End of the Century
Featuring the Ramones. Rating unavailable.
As a rock band, the Ramones exuded a strange combination of bluster and inaccessibility that helped entrench them as icons. So it took a leap of faith for first-time filmmakers Jim Fields and Michael Gramaglia to dig beneath their whatyoulookinat surface and find out what made them tick as people and, ya know, artists.
The saga of Joey, Johnny, Dee Dee, and Tommy Ramone (aka Jeffrey Hyman, John Cummings, Douglas Colvin, and Thomas Erdelyi, respectively), began in the proletarian wasteland of Forest Hills, Queens, and pretty much ended in this century, with the proximate deaths of Joey and Dee Dee, its two most enigmatic members, and, most recently, Johnny.
In between, the band made some ear-battering music and influenced hundreds of other musicians--who probably all made more money than the Ramones. They also took a lifetime stand for the hard-ass, leather-jacketed, two-minute-song kind of rock 'n' roll that defined a raw '50s ethos soon obscured by politics and artifice. (Their seminal work now sounds closer in spirit to the Beach Boys than to influences like the Stooges or inheritors such as the Sex Pistols.)
As pointed out on camera by punk chronicler Legs McNeil, there was a lot of life crammed into the more than two decades of Ramones records. Along the gabba-gabba way, we learn that Joey, who would eventually die of lymphatic cancer, was a sickly child with OCD who would have drifted into anonymous geekdom if it weren't for the band. "How else would he have got the attention of girls?" asks Fields, who was also the band's manager. "Girls who weren't on medication."
The medicine of choice for Dee Dee, who aged into a
fast-decaying Chet Baker/Keith Richards figure, was heroin, which
put him at odds with perpetually pissed-off guitarist Johnny and
taskmaster Tommy (who quit to stick to the studio--and, judging
from his W. C. Fields proboscis, the bottle). But the central tug
of the band was between Joey, far less assertive than we may have
imagined, and Johnny, the bowl-cut, Bush-loving stalwart who
stole Joey's girlfriend (cue "The KKK Took My Baby Away") and
married her, setting off a feud that lasted 17 years.
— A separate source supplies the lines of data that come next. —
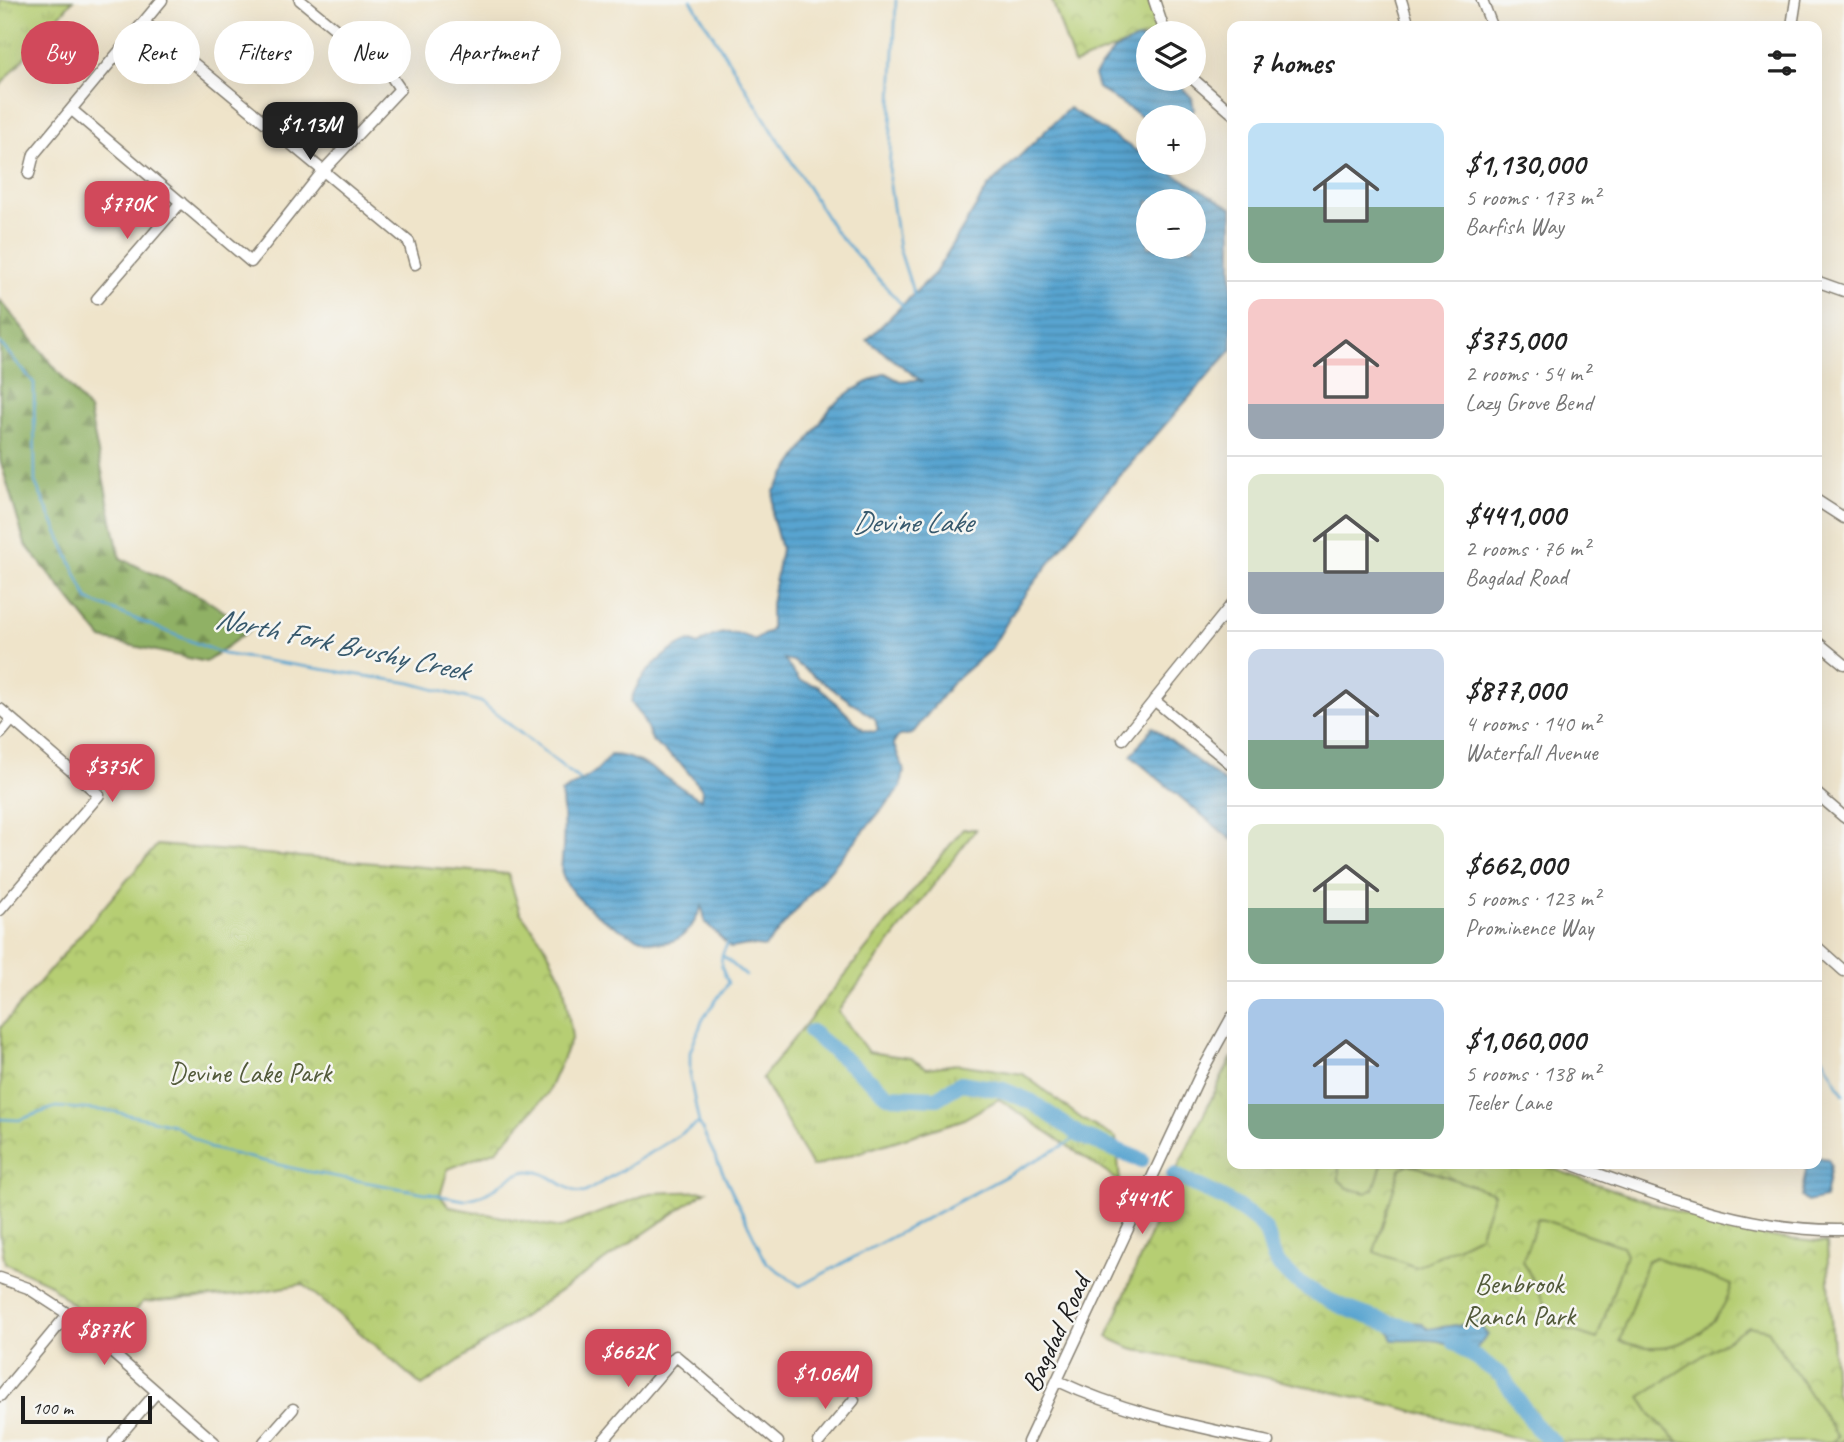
<!DOCTYPE html>
<html lang="en">
<head>
<meta charset="utf-8">
<style>
  :root { --surface:#fff; --page:#f6f6f6; --text:#222; --muted:#767676; --line:#e0e0e0; --accent:#d1495b }
  body { margin:0; font-family:Caveat,sans-serif; background:var(--page); color:var(--text); height:100vh; display:flex; flex-direction:column; font-size:26px; white-space:nowrap }
  * { box-sizing:border-box; margin:0 }
  p { font-size:23px; color:var(--muted) }
  .icon { flex:none; width:38px; height:38px; fill:none; stroke:currentColor; stroke-width:2; stroke-linecap:round; stroke-linejoin:round }
  .map { position:relative; flex:1; overflow:hidden }
  .drawer { position:absolute; left:1227px; top:21px; width:595px; height:1148px; display:flex; flex-direction:column; background:var(--surface); border-radius:14px; box-shadow:0 7px 28px #0002 }
  .drawer>* { flex:none }
  .banner { position:absolute; left:21px; top:21px; width:665px; height:63px; display:flex; gap:14px }
  .controls { position:absolute; left:1136px; top:21px; display:grid; gap:14px }
  .controls a { display:grid; place-items:center; width:70px; height:70px; border-radius:50%; background:var(--surface); box-shadow:0 7px 28px #0002; font-size:35px }
  .scale { position:absolute; left:21px; bottom:18px; width:131px; box-sizing:border-box; padding-left:7px; border:4px solid #1c1c1c; border-top:0; font-size:19px; line-height:24px; white-space:nowrap; color:#1c1c1c; -webkit-text-stroke:5px #f6f6f2; paint-order:stroke }
  .price { position:absolute; translate:-50% -60px; padding:0 16px; border-radius:14px; background:var(--accent); color:#fff; font-size:23px; line-height:46px; filter:drop-shadow(0 2px 4px #0008) }
  .price::after { content:''; position:absolute; left:50%; top:42px; width:21px; height:16px; margin-left:-10px; background:inherit; clip-path:polygon(0 0,100% 0,50% 100%) }
  .price.selected { background:#222; color:#fff }
  ul { padding:0; list-style:none }
  li { display:flex; align-items:center; gap:21px; height:175px; padding:0 21px }
  li+li { border-top:2px solid var(--line) }
  li span { display:grid; place-items:center; flex:none; width:196px; height:140px; border-radius:14px; color:#555 }
  li>.icon { margin-inline-start:auto }
  span .icon { width:84px; height:84px; fill:#fffc; stroke-width:1 }
  li b { font-size:30px }
  h2 { display:flex; justify-content:space-between; align-items:center; height:84px; padding:0 21px; font-size:30px }
  .pill { padding:0 24px; border-radius:32px; background:var(--surface); box-shadow:0 7px 28px #0002; font-size:24px; line-height:63px }
  .pill.selected { background:var(--accent); color:#fff }
  .map>svg:first-child { display:block }
  .grass { fill:url(#grass-tufts); stroke:#697548; stroke-width:2 }
  .forest { fill:url(#forest-firs); stroke:#566640; stroke-width:2 }
  .park { fill:url(#park-crowns); stroke:#697548; stroke-width:2 }
  .garden { fill:#b6ce73; stroke:#697548; stroke-width:2 }
  .water { fill:url(#water-rules); stroke:#3a6076; stroke-width:2; fill-rule:evenodd }
  .lines { fill:none; stroke-linecap:round; stroke-linejoin:round }
  .stream { stroke:#58a4d0; stroke-width:2.5 }
  .river { stroke:#58a4d0; stroke-width:16 }
  .minor-casing { stroke:#868073; stroke-width:13 }
  .minor { stroke:#fff; stroke-width:10 }
  .labels { text-anchor:middle; stroke-width:5; stroke-linejoin:round; paint-order:stroke }
  .park-label { font-size:28px; fill:#525a3a; stroke:#f6f6f2 }
  .street-label { font-size:28px; fill:#1c1c1c; stroke:#f6f6f2 }
  .water-label { font-size:30px; font-style:italic; fill:#37596d; stroke:#f6f6f2 }
</style>
</head>
<body>
<div class="map">
<svg width="1844" height="1442" viewBox="0 0 1844 1442">
  <defs>
    <pattern id="grass-tufts" width="24" height="20" patternUnits="userSpaceOnUse" patternTransform="scale(1.75)"><rect width="24" height="20" fill="#b6ce73"/><path d="M3 7l-1-3M5 7V3M7 7l1-3M15 17l-1-3M17 17v-4M19 17l1-3" fill="none" stroke="#9cb063"/></pattern>
    <pattern id="forest-firs" width="22" height="20" patternUnits="userSpaceOnUse" patternTransform="scale(1.75)"><rect width="22" height="20" fill="#90b165"/><path d="M5 1l3.5 6h-7zM16 11l3.5 6h-7z" fill="#758f52"/></pattern>
    <pattern id="park-crowns" width="20" height="18" patternUnits="userSpaceOnUse" patternTransform="scale(1.75)"><rect width="20" height="18" fill="#b6ce73"/><path d="M2 6a3 3 0 1 1 6 0M12 15a3 3 0 1 1 6 0" fill="none" stroke="#9cb063"/></pattern>
    <pattern id="water-rules" width="6" height="5" patternUnits="userSpaceOnUse" patternTransform="scale(1.75)"><rect width="6" height="5" fill="#58a4d0"/><path d="M0 2.5h6" fill="none" stroke="#4885a8"/></pattern>
  </defs>
  <rect width="100%" height="100%" fill="#f6f6f2"/>
  <filter id="ink" filterUnits="userSpaceOnUse"><feTurbulence type="fractalNoise" baseFrequency=".0143" numOctaves="2"/><feDisplacementMap in="SourceGraphic" scale="14" xChannelSelector="R" yChannelSelector="G"/><feConvolveMatrix kernelMatrix="1 2 1 2 8 2 1 2 1" color-interpolation-filters="sRGB"/></filter>
  <filter id="wash" filterUnits="userSpaceOnUse"><feTurbulence type="fractalNoise" baseFrequency=".00686" numOctaves="4" result="noise"/><feDisplacementMap in="SourceGraphic" scale="28" xChannelSelector="R" yChannelSelector="G"/><feGaussianBlur stdDeviation="1.57" result="paint"/><feColorMatrix in="noise" values="0 0 0 0 0 0 0 0 0 0 0 0 0 0 0 0 0 1.4 0 .05"/><feComposite in="paint" operator="in"/></filter>
  <g filter="url(#wash)">
    <rect width="100%" height="100%" fill="#efe4ca"/>
    <path class="grass" d="M 0,0 L 73,0 L 0,86 Z
      M 963,829 L 976,829 L 838,1011 L 868,1052 L 910,1058 L 927,1068 L 958,1064 L 1023,1074 L 1082,1119 L 1116,1138 L 1120,1182 L 999,1099 L 962,1120 L 812,1167 L 762,1078 Z"/>
    <path class="forest" d="M 0,300 L 89,410 L 120,558 L 202,597 L 251,629 L 206,662 L 102,639 L 25,544 L 0,459 Z"/>
    <path class="park" d="M 1052,0 L 1149,0 L 1160,31 L 1074,64 Z
      M 157,845 L 508,874 L 520,912 L 544,944 L 563,981 L 572,1037 L 547,1094 L 497,1150 L 448,1169 L 440,1196 L 450,1207 L 560,1228 L 650,1193 L 706,1191 L 422,1386 L 303,1284 L 240,1295 L 143,1302 L 112,1339 L 48,1283 L 5,1263 L 0,1234 L 1,1027 Z
      M 1232,1057 L 1232,1164 L 1539,1164 L 1712,1224 L 1779,1238 L 1827,1243 L 1835,1389 L 1844,1413 L 1844,1442 L 1531,1442 L 1383,1403 L 1131,1348 L 1107,1337 L 1181,1160 Z"/>
    <path class="garden" d="M 1339,1164 L 1382,1164 L 1374,1189 L 1366,1193 L 1348,1188 L 1339,1180 Z
      M 1409,1164 L 1494,1193 L 1479,1236 L 1416,1267 L 1374,1252 L 1400,1169 Z
      M 1538,1218 L 1622,1246 L 1626,1254 L 1597,1339 L 1555,1325 L 1523,1261 Z
      M 1655,1257 L 1732,1285 C 1716,1337 1672,1359 1620,1341 L 1647,1261 Z
      M 1748,1326 L 1768,1330 L 1838,1437 L 1831,1442 L 1679,1442 L 1653,1417 L 1640,1397 Z"/>
    <path class="water" d="M 1137,39 L 1148,41 L 1148,79 L 1174,79 L 1192,98 L 1194,110 L 1189,117 L 1148,117 L 1148,121 L 1098,88 L 1094,75 L 1114,50 Z
      M 1069,108 L 1148,158 L 1148,163 L 1155,163 L 1232,208 L 1232,349 L 1096,503 L 1018,604 L 991,649 L 954,681 L 912,734 L 899,736 L 893,743 L 904,770 L 901,787 L 765,947 L 748,945 L 731,948 L 705,922 L 702,906 C 694,922 691,934 672,941 C 642,952 571,904 562,874 C 560,867 563,856 563,847 C 564,829 564,811 561,793 C 585,777 592,779 610,755 C 644,754 672,786 701,799 L 702,789 L 682,765 L 653,742 L 640,713 L 631,702 C 636,676 666,650 690,641 L 698,645 C 717,630 734,629 755,640 L 771,630 L 771,604 L 781,549 L 772,516 L 774,491 L 831,407 L 853,390 L 885,373 L 900,381 L 918,380 L 923,382 L 867,340 L 935,273 L 988,187 ZM 1194,201 L 1194,247 L 1148,247 L 1148,201 ZM 784,659 L 793,661 L 875,719 L 878,730 L 874,732 L 864,730 L 818,686 L 800,681 Z
      M 1153,727 L 1232,788 L 1232,840 L 1131,756 Z
      M 1817,1157 L 1828,1159 L 1831,1165 L 1825,1198 L 1807,1202 L 1801,1197 L 1807,1164 L 1816,1164 Z
      M 1400,1321 L 1422,1323 L 1428,1329 L 1477,1322 L 1488,1335 L 1468,1358 C 1440,1332 1424,1342 1393,1340 L 1388,1329 L 1391,1323 Z"/>
    <g class="lines">
      <path class="stream" d="M 691,0 L 835,231 L 904,307
        M 896,0 L 889,179 L 899,248 L 914,295
        M 0,343 L 34,383 L 35,482 L 88,600 L 223,654 L 411,683 L 481,702 L 580,780
        M 728,942 L 722,955 L 746,976
        M 722,955 L 721,966 L 728,983 L 703,1019 L 690,1052 L 690,1078 L 699,1123 L 766,1262 L 800,1286 L 1081,1136
        M 1816,1045 L 1844,1095
        M 0,1119 L 19,1120 L 56,1107 L 112,1111 L 174,1125 L 209,1148 L 305,1171 L 464,1200 C 471,1198 479,1197 485,1194 C 499,1187 513,1172 529,1171 C 550,1170 564,1192 584,1193 L 699,1123"/>
      <path class="river" d="M 811,1032 L 889,1096 L 937,1098 L 961,1083 L 1003,1090 L 1032,1102 L 1081,1136 L 1141,1160
        M 1174,1175 C 1206,1190 1237,1202 1262,1226 C 1271,1235 1269,1251 1276,1261 C 1302,1295 1368,1319 1409,1328
        M 1454,1342 L 1502,1376 L 1537,1428 L 1553,1442"/>
    </g>
  </g>
  <g filter="url(#ink)">
    <g class="lines">
      <defs>
        <path id="minor" d="M 1154,0 L 1165,33
          M 1401,0 L 1409,26
          M 1482,0 L 1492,26
          M 144,22 L 409,242 L 415,264
          M 1792,26 L 1796,0
          M 1193,79 L 1232,113
          M 72,110 L 251,262 L 323,171 L 400,89 L 389,73 L 300,0
          M 29,174 L 34,154 L 162,0
          M 1816,281 L 1844,291
          M 97,299 L 181,202
          M 1816,500 L 1844,518
          M 1816,641 L 1844,664
          M 1154,700 L 1232,765
          M 0,709 L 99,795 L 0,910
          M 0,734 L 12,720
          M 1123,739 L 1232,604
          M 1816,793 L 1844,817
          M 1816,946 L 1844,971
          M 1571,1164 C 1659,1196 1748,1232 1844,1230
          M 0,1278 L 28,1288 L 68,1314 L 214,1442
          M 1058,1381 C 1125,1413 1195,1426 1268,1442
          M 0,1396 L 68,1314
          M 114,1442 L 156,1393
          M 264,1442 L 293,1409
          M 602,1442 L 676,1356 L 778,1442
          M 819,1442 L 854,1400
          M 1028,1442 L 1201,1073 L 1232,1017"/>
      </defs>
      <use href="#minor" class="minor-casing"/>
      <use href="#minor" class="minor"/>
    </g>
  </g>
  <g class="labels">
    <g class="park-label">
      <text x="250" y="1082">Devine Lake Park</text>
      <text x="1519" y="1293">Benbrook<tspan x="1519" dy="32">Ranch Park</tspan></text>
    </g>
    <g class="street-label">
      <text transform="translate(1055 1333) rotate(-65)" y="10">Bagdad Road</text>
    </g>
    <g class="water-label">
      <text x="912" y="532">Devine Lake</text>
      <text transform="translate(342 644) rotate(12)" y="10">North Fork Brushy Creek</text>
    </g>
  </g>
</svg>
<div class="controls">
<a><svg class="icon" aria-label="layers" viewBox="0 0 24 24"><path d="M12 4l9 5-9 5-9-5zM3 14l9 5 9-5"/></svg></a>
<a>+</a>
<a>−</a>
</div>
<div class="scale">100 m</div>
<b class="price selected" style="left:310px;top:162px">$1.13M</b>
<b class="price" style="left:127px;top:241px">$770K</b>
<b class="price" style="left:112px;top:804px">$375K</b>
<b class="price" style="left:1142px;top:1236px">$441K</b>
<b class="price" style="left:104px;top:1367px">$877K</b>
<b class="price" style="left:628px;top:1389px">$662K</b>
<b class="price" style="left:825px;top:1411px">$1.06M</b>
<div class="banner">
<a class="pill selected">Buy</a>
<a class="pill">Rent</a>
<a class="pill">Filters</a>
<a class="pill">New</a>
<a class="pill">Apartment</a>
</div>
<section class="drawer">
<h2>7 homes<svg class="icon" aria-label="filters" viewBox="0 0 24 24"><path d="M4 7h16M4 17h16"/><circle cx="9" cy="7" r="2"/><circle cx="15" cy="17" r="2"/></svg></h2>
<ul>
<li><span style="background:linear-gradient(#bfe0f5 60%,#7fa58c 0)"><svg class="icon" aria-label="home" viewBox="0 0 24 24"><path d="M3 11l9-7 9 7M6 9v11h12V9"/></svg></span><div><b>$1,130,000</b><p>5 rooms · 173 m²</p><p>Barfish Way</p></div></li>
<li><span style="background:linear-gradient(#f6c9c9 75%,#9aa5b1 0)"><svg class="icon" aria-label="home" viewBox="0 0 24 24"><path d="M3 11l9-7 9 7M6 9v11h12V9"/></svg></span><div><b>$375,000</b><p>2 rooms · 54 m²</p><p>Lazy Grove Bend</p></div></li>
<li><span style="background:linear-gradient(#dfe7d0 70%,#9aa5b1 0)"><svg class="icon" aria-label="home" viewBox="0 0 24 24"><path d="M3 11l9-7 9 7M6 9v11h12V9"/></svg></span><div><b>$441,000</b><p>2 rooms · 76 m²</p><p>Bagdad Road</p></div></li>
<li><span style="background:linear-gradient(#c9d6e8 65%,#7fa58c 0)"><svg class="icon" aria-label="home" viewBox="0 0 24 24"><path d="M3 11l9-7 9 7M6 9v11h12V9"/></svg></span><div><b>$877,000</b><p>4 rooms · 140 m²</p><p>Waterfall Avenue</p></div></li>
<li><span style="background:linear-gradient(#dfe7d0 60%,#7fa58c 0)"><svg class="icon" aria-label="home" viewBox="0 0 24 24"><path d="M3 11l9-7 9 7M6 9v11h12V9"/></svg></span><div><b>$662,000</b><p>5 rooms · 123 m²</p><p>Prominence Way</p></div></li>
<li><span style="background:linear-gradient(#a9c7e8 75%,#7fa58c 0)"><svg class="icon" aria-label="home" viewBox="0 0 24 24"><path d="M3 11l9-7 9 7M6 9v11h12V9"/></svg></span><div><b>$1,060,000</b><p>5 rooms · 138 m²</p><p>Teeler Lane</p></div></li>
</ul>
</section>
</div>
</body>
</html>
In the smartly edited film's emotional finish, Johnny wonders if his unresolved feelings for Joey aren't a sign of weakness, and the relentlessly macho guitarist has to check in with his wife to recall how things went down. The codirectors are also a bit vague on chronology and musical influences. (Why, for example, is there nothing on the Ramones' fascination with the film Freaks?) Most of the action seems to be concentrated in the band's heyday of the late '70s, when, as the late Joe Strummer put it, "You couldn't put a cigarette paper between where one song ended and another one began." 1-2-3-4!
There are later exhilarations, as where the boys are mobbed by impoverished Brazilian teenagers who could relate, man. But a slow decline, with various surrogates stepping in, is always agonizing to watch--especially when there's involvement from producer Phil Spector, a nut ball so out there he could even scare the Ramones. On the other hand, unlike Johnny, we don't have to blame ourselves for caring about these strangely triumphant losers. They were always doomed, but they were never sedate.